Collected data entries
===============
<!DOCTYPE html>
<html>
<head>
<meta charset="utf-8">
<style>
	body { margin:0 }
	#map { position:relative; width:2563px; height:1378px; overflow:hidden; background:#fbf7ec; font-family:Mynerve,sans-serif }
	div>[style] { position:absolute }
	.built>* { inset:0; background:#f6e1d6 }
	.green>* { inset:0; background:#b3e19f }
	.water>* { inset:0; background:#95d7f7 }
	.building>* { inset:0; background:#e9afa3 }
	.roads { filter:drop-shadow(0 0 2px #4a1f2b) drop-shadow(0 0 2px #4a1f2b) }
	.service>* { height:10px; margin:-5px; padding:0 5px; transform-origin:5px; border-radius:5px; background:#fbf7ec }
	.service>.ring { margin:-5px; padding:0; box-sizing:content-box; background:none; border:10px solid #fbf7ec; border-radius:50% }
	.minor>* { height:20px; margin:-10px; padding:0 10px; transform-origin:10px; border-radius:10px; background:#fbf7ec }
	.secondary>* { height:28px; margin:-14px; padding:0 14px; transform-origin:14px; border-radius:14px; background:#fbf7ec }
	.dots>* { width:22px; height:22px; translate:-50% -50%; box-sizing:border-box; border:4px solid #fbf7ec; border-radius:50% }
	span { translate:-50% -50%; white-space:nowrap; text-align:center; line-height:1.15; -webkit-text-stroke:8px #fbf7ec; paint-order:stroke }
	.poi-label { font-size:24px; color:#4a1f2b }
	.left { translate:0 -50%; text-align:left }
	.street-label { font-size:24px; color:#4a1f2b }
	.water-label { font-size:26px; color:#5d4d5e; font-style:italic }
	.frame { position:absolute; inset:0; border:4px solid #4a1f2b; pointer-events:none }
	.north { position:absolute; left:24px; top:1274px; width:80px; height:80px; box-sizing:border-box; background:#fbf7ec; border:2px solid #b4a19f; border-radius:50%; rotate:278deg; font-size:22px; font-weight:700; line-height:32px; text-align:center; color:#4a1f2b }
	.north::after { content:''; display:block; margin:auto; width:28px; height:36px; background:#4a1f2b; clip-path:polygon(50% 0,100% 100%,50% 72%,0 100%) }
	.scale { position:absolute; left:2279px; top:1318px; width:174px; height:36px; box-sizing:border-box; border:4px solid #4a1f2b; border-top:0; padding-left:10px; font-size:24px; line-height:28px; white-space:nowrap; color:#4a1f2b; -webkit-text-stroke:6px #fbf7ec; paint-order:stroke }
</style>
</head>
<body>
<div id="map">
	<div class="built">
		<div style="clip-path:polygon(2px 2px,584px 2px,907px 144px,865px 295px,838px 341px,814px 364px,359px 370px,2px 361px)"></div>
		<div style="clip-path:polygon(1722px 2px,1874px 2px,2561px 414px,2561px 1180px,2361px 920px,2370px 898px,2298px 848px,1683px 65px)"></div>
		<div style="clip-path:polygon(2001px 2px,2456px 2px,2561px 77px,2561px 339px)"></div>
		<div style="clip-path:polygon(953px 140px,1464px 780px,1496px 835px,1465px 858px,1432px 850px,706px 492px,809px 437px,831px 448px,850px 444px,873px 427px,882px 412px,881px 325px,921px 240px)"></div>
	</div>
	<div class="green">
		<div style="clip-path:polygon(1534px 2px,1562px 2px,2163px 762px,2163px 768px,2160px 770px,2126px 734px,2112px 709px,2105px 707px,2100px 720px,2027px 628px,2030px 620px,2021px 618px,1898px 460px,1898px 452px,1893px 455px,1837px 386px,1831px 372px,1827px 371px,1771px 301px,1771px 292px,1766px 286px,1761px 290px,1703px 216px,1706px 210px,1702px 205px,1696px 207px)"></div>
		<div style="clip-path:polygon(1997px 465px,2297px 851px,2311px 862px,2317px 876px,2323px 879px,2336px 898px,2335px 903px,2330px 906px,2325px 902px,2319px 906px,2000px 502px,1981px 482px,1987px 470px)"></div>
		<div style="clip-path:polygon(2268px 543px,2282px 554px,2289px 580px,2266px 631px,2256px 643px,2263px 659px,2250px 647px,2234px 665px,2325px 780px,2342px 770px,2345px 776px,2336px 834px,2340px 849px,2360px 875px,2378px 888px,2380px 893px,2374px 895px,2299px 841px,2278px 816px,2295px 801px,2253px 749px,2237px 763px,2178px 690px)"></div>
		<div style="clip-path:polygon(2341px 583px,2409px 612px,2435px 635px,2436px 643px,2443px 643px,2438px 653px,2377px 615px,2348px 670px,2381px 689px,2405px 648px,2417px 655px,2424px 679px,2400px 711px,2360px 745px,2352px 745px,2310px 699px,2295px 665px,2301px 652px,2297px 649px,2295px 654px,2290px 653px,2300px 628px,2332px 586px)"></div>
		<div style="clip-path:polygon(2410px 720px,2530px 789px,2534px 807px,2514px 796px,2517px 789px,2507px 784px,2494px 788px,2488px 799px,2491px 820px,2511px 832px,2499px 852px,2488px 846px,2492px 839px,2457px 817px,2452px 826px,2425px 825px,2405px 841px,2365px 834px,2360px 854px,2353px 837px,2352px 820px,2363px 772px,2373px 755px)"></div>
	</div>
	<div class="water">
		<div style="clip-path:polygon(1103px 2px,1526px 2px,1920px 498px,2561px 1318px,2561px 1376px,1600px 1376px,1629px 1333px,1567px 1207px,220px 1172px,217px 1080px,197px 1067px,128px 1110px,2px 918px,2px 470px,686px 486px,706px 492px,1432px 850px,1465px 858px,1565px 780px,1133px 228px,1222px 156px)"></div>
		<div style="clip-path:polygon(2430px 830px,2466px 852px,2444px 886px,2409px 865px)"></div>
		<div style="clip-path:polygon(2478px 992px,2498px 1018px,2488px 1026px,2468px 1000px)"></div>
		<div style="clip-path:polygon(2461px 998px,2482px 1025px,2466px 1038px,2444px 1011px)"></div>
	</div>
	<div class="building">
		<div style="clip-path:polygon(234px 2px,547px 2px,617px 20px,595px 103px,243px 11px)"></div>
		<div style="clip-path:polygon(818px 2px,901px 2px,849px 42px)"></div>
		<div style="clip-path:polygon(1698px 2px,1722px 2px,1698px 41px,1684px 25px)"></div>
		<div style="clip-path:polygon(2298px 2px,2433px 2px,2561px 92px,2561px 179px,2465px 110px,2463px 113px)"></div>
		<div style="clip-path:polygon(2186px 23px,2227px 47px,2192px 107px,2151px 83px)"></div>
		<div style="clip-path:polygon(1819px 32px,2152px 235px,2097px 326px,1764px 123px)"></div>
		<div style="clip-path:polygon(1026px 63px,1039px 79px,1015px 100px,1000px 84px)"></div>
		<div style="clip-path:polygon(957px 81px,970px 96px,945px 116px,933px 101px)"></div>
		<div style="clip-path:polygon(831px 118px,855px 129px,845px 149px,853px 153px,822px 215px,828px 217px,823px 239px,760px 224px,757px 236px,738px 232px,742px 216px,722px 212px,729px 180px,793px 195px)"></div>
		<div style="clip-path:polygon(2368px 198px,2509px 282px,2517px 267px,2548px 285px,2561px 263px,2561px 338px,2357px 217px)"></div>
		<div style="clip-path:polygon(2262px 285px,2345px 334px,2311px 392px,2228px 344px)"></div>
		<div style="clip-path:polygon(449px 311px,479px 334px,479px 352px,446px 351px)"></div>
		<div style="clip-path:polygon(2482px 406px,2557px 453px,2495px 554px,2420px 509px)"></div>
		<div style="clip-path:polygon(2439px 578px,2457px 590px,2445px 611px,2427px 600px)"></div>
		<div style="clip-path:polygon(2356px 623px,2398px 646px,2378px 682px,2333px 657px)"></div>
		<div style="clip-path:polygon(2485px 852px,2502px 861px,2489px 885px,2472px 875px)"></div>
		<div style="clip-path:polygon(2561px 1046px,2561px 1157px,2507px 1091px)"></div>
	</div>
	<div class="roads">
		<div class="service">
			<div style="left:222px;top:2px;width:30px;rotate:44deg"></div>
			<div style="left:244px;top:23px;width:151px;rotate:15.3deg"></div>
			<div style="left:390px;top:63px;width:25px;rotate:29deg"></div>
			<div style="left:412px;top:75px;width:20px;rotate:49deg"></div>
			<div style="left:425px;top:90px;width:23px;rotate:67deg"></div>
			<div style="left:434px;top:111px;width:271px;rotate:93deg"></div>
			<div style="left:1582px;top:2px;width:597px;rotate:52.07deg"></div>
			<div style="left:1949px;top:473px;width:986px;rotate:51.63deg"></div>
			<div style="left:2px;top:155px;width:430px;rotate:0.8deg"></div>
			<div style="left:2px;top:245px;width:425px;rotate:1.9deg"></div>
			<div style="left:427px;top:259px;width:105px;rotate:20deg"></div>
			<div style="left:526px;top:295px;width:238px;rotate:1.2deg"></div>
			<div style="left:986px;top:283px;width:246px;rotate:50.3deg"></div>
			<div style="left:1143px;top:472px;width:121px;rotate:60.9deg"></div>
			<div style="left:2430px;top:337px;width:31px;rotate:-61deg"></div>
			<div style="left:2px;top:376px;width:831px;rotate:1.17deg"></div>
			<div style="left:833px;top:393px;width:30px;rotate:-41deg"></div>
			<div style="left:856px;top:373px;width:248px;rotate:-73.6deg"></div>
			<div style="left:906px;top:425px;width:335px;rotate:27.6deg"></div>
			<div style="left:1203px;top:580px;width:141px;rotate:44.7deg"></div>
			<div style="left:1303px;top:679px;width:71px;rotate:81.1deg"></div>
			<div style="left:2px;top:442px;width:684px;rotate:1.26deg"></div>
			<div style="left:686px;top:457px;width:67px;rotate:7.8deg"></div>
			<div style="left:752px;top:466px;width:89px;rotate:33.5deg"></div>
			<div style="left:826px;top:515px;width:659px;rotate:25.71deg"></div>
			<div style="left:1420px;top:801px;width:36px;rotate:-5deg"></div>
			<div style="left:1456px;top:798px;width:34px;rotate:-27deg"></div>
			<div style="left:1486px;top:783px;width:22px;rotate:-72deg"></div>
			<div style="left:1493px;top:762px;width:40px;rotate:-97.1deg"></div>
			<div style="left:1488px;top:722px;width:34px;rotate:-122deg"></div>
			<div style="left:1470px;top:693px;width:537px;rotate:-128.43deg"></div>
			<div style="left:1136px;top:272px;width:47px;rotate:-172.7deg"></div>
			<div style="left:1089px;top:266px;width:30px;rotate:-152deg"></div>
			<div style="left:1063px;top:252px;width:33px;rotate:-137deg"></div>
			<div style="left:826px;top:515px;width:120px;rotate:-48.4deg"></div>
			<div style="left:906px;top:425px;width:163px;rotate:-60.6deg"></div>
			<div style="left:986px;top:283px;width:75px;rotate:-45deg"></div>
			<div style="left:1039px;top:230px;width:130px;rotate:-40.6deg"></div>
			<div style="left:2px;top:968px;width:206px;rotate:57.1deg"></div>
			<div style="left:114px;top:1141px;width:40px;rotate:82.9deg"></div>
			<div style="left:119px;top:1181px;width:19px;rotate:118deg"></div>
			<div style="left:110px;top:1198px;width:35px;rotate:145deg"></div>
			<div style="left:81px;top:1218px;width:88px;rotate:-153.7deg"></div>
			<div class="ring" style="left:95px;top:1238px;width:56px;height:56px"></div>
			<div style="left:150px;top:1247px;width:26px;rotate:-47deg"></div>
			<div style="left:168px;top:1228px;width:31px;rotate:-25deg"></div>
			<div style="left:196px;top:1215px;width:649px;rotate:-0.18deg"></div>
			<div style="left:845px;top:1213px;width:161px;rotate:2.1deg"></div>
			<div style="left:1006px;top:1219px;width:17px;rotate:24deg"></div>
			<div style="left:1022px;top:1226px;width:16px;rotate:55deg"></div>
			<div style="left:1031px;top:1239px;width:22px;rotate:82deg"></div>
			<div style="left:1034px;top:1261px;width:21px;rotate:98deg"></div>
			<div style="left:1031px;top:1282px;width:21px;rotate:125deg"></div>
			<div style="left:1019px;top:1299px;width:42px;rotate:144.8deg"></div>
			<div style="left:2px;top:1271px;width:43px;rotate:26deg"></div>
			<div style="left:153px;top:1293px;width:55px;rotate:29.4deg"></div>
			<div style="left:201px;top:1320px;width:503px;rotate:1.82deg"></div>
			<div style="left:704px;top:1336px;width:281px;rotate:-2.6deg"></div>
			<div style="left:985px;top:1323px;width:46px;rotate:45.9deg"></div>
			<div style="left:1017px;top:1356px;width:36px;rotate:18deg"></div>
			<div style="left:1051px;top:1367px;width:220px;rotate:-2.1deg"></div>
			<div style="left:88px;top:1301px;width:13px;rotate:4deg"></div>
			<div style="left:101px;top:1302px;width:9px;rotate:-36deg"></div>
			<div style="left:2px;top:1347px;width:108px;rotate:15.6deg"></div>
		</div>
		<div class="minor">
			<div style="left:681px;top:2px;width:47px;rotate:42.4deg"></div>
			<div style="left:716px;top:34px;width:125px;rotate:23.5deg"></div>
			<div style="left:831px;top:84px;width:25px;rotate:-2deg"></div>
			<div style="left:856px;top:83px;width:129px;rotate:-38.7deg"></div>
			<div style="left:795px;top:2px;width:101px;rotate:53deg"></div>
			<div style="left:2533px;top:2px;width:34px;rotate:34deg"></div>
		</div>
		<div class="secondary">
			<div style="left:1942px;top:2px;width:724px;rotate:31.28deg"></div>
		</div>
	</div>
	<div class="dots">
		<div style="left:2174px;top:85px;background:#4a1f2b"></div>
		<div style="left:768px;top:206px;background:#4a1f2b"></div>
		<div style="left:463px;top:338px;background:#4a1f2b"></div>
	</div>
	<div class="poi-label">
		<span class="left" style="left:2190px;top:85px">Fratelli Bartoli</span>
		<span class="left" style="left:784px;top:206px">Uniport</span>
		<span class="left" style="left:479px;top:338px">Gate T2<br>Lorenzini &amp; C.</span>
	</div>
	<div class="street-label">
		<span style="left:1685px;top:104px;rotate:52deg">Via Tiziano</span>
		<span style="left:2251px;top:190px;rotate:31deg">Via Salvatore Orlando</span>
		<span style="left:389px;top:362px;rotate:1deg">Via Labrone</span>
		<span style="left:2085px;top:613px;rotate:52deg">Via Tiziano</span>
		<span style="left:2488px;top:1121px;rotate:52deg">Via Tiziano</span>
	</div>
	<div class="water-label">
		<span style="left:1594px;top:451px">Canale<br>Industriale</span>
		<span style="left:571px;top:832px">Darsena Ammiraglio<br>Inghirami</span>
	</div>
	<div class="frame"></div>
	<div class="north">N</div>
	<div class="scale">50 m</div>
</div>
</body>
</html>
===============
Print exactly the lines above from the one with "height:10px; margin:-5px; padding:0" to the one with "translate:-50% -50%; white-space:nowrap;", including both.

= RESULT OF THE EXERCISE =
	.service>* { height:10px; margin:-5px; padding:0 5px; transform-origin:5px; border-radius:5px; background:#fbf7ec }
	.service>.ring { margin:-5px; padding:0; box-sizing:content-box; background:none; border:10px solid #fbf7ec; border-radius:50% }
	.minor>* { height:20px; margin:-10px; padding:0 10px; transform-origin:10px; border-radius:10px; background:#fbf7ec }
	.secondary>* { height:28px; margin:-14px; padding:0 14px; transform-origin:14px; border-radius:14px; background:#fbf7ec }
	.dots>* { width:22px; height:22px; translate:-50% -50%; box-sizing:border-box; border:4px solid #fbf7ec; border-radius:50% }
	span { translate:-50% -50%; white-space:nowrap; text-align:center; line-height:1.15; -webkit-text-stroke:8px #fbf7ec; paint-order:stroke }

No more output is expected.